Claire Benveniste,  Fondamentaux ou fondements ?,  Numéro 31

Des « fondamentaux »
 dans et pour
 la formation des
enseignants ?

La centration du discours officiel sur la question des « savoirs fondamentaux » traitée dans ce dossier soulève au moins deux questions concernant la formation des enseignants. D’une part, il s’agit de se demander si et comment ces priorités politiques impactent les programmes de formation. D’autre part, il semble nécessaire de réfléchir à ce que pourraient être les fondements d’une formation qui réponde aux enjeux de démocratisation de l’accès aux savoirs.

La formation des enseignants, rouage des politiques éducatives ?

Lorsque l’on s’intéresse à la genèse, aux évolutions et aux impacts des politiques éducatives comme c’est le cas dans ce numéro à propos de la question des « fondamentaux », il semble nécessaire de questionner la place des institutions de formation des enseignants du primaire dans ces processus. Le ministère de l’éducation nationale (MEN) affiche en effet régulièrement la formation des enseignants comme un rouage de la mise en œuvre des politiques éducatives. En mars 2014, une infographie du MEN sur « l’École de la Refondation » affiche la « reconstruction de la formation des enseignants » comme une roue dentée faisant partie de l’engrenage conduisant à la réduction des inégalités socio-scolaires. Plus récemment en 2023, le « renforcement de la formation initiale dans les domaines fondamentaux » est annoncé comme une politique mise en œuvre pour « améliorer le niveau des élèves dans les savoirs fondamentaux » et « agir contre les inégalités »1. Si cette image de la formation conçue comme un rouage de la mise en œuvre des politiques éducatives ministérielles peut s’entendre concernant les plans de formation continue des enseignants (conçus et mis en œuvre au niveau académique par des décideurs et des formateurs relevant du MEN), elle mérite d’être questionnée concernant la formation initiale.

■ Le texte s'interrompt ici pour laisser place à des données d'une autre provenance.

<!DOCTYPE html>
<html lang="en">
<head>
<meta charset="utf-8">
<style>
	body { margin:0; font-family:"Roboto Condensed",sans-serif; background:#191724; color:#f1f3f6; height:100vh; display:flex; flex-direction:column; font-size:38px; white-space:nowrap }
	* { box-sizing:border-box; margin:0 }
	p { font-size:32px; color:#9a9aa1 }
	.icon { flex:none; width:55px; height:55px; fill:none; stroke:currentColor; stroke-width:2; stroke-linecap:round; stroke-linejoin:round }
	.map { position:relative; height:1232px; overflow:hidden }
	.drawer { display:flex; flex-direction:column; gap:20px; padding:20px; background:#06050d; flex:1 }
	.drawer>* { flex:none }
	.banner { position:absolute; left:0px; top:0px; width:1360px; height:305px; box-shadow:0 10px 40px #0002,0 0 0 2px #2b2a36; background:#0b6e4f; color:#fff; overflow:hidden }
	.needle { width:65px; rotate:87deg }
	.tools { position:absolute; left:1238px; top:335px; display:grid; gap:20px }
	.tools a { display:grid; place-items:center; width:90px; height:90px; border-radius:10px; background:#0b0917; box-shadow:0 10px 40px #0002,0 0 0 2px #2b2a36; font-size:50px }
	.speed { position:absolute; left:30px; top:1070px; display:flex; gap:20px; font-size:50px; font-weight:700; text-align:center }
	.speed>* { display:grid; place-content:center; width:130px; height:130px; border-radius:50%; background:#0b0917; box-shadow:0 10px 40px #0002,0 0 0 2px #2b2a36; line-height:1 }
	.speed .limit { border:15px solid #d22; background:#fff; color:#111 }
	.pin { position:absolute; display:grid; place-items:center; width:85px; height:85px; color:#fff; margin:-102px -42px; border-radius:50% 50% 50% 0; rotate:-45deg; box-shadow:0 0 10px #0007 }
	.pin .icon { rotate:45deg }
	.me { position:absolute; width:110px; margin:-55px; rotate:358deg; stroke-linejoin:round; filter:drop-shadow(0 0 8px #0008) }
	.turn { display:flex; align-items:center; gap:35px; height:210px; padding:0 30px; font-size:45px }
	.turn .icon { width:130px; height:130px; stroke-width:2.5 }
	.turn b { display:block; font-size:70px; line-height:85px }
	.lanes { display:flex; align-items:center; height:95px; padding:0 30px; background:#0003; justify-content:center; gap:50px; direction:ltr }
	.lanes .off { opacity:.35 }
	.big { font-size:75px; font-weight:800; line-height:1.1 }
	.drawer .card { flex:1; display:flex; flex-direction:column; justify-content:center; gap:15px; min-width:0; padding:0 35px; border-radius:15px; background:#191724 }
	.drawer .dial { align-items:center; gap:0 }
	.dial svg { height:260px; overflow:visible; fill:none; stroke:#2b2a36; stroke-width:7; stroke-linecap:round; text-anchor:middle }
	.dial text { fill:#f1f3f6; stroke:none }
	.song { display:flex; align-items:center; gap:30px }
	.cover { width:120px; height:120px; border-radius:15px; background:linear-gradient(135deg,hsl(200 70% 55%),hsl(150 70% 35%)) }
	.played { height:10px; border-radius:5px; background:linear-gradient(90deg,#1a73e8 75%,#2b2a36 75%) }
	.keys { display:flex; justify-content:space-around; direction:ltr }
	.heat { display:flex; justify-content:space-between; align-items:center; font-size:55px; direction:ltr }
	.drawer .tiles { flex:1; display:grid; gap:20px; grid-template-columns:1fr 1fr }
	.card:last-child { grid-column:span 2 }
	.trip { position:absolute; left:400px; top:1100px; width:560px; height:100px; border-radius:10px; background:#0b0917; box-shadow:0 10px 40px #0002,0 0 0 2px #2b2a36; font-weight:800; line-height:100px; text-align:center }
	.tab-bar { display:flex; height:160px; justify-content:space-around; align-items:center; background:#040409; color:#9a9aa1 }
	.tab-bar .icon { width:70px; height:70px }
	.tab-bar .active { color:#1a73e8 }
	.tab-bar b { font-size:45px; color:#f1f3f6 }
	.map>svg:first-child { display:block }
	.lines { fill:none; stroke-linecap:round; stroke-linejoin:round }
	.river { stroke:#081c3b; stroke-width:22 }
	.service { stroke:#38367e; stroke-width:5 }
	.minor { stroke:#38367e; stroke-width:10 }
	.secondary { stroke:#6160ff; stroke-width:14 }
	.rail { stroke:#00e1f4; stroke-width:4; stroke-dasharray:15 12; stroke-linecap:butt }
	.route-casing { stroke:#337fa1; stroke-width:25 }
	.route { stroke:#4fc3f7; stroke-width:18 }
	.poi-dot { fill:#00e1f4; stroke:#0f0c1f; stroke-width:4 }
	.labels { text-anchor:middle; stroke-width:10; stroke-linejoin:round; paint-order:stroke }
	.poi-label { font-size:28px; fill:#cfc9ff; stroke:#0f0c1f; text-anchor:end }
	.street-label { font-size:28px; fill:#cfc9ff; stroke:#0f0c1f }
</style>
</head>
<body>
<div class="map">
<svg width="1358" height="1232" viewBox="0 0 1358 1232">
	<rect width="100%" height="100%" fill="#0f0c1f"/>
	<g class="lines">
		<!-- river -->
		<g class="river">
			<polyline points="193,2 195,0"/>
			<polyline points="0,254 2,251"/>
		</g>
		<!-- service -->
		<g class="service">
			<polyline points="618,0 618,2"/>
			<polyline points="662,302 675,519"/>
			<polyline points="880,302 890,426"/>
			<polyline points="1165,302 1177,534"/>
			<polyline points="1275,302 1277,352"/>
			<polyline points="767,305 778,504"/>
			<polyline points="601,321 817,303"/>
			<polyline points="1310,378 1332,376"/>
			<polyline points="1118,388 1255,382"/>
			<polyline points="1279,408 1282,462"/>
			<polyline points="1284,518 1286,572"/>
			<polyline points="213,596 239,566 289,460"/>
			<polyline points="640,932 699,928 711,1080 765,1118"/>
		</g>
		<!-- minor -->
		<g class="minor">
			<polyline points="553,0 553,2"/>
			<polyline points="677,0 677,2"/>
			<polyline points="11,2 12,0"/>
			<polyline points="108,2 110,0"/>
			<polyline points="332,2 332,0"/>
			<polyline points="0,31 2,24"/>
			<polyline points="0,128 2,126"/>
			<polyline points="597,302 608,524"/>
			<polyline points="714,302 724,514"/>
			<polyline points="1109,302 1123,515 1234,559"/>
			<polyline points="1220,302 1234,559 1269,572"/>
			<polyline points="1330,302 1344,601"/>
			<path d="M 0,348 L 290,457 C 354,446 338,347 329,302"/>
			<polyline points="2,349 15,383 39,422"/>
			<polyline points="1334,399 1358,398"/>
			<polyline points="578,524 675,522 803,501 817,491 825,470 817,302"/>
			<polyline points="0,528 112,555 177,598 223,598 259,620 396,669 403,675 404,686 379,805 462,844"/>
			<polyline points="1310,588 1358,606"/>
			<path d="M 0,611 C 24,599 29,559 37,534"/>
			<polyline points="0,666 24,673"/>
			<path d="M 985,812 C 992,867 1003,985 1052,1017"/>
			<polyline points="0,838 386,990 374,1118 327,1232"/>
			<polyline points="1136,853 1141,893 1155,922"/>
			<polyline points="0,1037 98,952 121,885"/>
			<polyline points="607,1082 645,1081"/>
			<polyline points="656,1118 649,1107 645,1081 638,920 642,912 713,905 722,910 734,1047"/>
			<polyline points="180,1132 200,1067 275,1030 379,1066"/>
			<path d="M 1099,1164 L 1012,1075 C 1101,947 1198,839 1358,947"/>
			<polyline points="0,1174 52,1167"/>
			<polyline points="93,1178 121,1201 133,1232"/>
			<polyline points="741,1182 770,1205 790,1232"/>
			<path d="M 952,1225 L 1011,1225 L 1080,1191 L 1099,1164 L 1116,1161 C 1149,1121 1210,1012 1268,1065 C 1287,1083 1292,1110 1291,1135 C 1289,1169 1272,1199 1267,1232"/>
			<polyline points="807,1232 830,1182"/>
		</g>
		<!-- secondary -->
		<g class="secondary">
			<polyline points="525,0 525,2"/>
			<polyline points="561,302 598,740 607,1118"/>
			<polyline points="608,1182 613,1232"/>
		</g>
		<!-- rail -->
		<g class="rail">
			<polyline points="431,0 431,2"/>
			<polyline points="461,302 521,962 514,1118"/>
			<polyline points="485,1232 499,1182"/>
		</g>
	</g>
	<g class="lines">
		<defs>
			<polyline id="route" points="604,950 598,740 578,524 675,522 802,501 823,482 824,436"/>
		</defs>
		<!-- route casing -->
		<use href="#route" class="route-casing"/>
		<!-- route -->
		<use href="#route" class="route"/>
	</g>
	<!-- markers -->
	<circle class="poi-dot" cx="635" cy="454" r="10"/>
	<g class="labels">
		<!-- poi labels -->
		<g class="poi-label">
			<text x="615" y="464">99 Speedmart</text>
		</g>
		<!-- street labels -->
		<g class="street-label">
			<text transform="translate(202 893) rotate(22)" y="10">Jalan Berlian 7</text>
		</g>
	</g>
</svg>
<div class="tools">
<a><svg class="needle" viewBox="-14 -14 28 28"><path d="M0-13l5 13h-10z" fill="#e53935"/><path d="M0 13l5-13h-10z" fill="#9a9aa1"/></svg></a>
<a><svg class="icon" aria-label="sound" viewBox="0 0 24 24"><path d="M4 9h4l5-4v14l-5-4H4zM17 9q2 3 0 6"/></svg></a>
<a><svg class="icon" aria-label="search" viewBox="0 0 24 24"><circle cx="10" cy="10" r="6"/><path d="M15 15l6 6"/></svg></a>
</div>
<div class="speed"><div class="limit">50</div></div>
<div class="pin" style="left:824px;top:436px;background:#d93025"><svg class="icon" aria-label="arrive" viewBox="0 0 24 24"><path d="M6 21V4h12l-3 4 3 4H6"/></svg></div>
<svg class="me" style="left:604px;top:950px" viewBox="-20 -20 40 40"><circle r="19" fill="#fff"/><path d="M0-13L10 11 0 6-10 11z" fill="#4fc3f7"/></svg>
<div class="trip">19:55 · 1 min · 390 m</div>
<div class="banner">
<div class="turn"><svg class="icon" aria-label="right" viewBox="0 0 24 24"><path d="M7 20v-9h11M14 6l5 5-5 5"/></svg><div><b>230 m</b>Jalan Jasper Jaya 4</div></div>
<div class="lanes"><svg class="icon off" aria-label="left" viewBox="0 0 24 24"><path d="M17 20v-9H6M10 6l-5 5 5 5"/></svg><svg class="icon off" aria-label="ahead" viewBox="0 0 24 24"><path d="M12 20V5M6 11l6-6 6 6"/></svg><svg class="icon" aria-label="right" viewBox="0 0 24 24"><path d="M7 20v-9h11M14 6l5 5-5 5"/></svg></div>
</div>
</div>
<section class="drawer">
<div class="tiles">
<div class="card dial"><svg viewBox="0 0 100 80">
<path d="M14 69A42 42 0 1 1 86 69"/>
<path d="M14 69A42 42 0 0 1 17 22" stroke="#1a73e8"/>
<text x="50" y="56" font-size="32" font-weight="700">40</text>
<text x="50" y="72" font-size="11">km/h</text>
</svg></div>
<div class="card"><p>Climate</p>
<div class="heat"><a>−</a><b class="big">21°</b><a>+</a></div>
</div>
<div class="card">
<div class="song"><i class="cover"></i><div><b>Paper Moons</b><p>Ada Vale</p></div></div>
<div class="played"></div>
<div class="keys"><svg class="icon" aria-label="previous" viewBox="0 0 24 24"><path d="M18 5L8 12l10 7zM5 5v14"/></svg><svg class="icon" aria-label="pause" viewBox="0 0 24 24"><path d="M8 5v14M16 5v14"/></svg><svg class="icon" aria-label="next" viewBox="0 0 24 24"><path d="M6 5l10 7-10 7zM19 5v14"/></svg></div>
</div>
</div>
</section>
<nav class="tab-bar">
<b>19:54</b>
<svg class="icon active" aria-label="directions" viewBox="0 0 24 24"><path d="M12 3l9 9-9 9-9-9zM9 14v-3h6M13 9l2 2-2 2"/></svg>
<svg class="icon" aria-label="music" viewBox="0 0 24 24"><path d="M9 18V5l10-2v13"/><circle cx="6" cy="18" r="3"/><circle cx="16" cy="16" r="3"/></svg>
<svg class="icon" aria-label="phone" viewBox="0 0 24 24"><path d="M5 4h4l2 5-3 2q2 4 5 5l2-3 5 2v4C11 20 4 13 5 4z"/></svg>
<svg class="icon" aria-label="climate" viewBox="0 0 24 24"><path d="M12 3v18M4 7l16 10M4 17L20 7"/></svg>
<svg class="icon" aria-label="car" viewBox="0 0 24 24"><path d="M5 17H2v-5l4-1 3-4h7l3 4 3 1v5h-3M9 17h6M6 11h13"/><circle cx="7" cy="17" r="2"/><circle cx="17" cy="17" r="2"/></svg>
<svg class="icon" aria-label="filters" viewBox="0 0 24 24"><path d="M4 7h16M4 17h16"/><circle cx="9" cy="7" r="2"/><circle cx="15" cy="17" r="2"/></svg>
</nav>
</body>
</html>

À l’issue d’un processus d’universitarisation des métiers de l’éducation et du soin amorcé dans les années 1980, les institutions de formation initiale – nommées Éspé lors de nos premières enquêtes, et désormais Inspé – sont aujourd’hui des composantes intégrées aux universités, délivrant un master MEEF Métiers de l’enseignement, de l’éducation et de la formation (ou un DIU pour les lauréats des concours déjà titulaires d’un master). Les formateurs universitaires bénéficient à ce titre d’une liberté académique qui « leur assure, dans l’exercice de leurs fonctions d’enseignement et de recherche, la possibilité de s’exprimer librement et leur garantit une indépendance2 ». Ils ne sont donc pas tenus de répercuter les directives ministérielles dans les contenus de leurs formations, même s’ils ne sont pas toujours spécialistes des problématiques éducatives et des savoirs critiques des politiques publiques permettant de les questionner. En annonçant récemment le déplacement du concours de recrutement des enseignants de la fin du master à la fin de la licence, le Ministère de l’Éducation Nationale a d’ailleurs affirmé qu’il exercerait un contrôle plus grand sur les programmes de formation des enseignants, risquant de contrevenir à cette liberté académique (d’où peut-être les hésitations actuelles du ministère quant à la dimension universitaire des futurs masters destinés à accueillir les lauréats des concours de recrutement).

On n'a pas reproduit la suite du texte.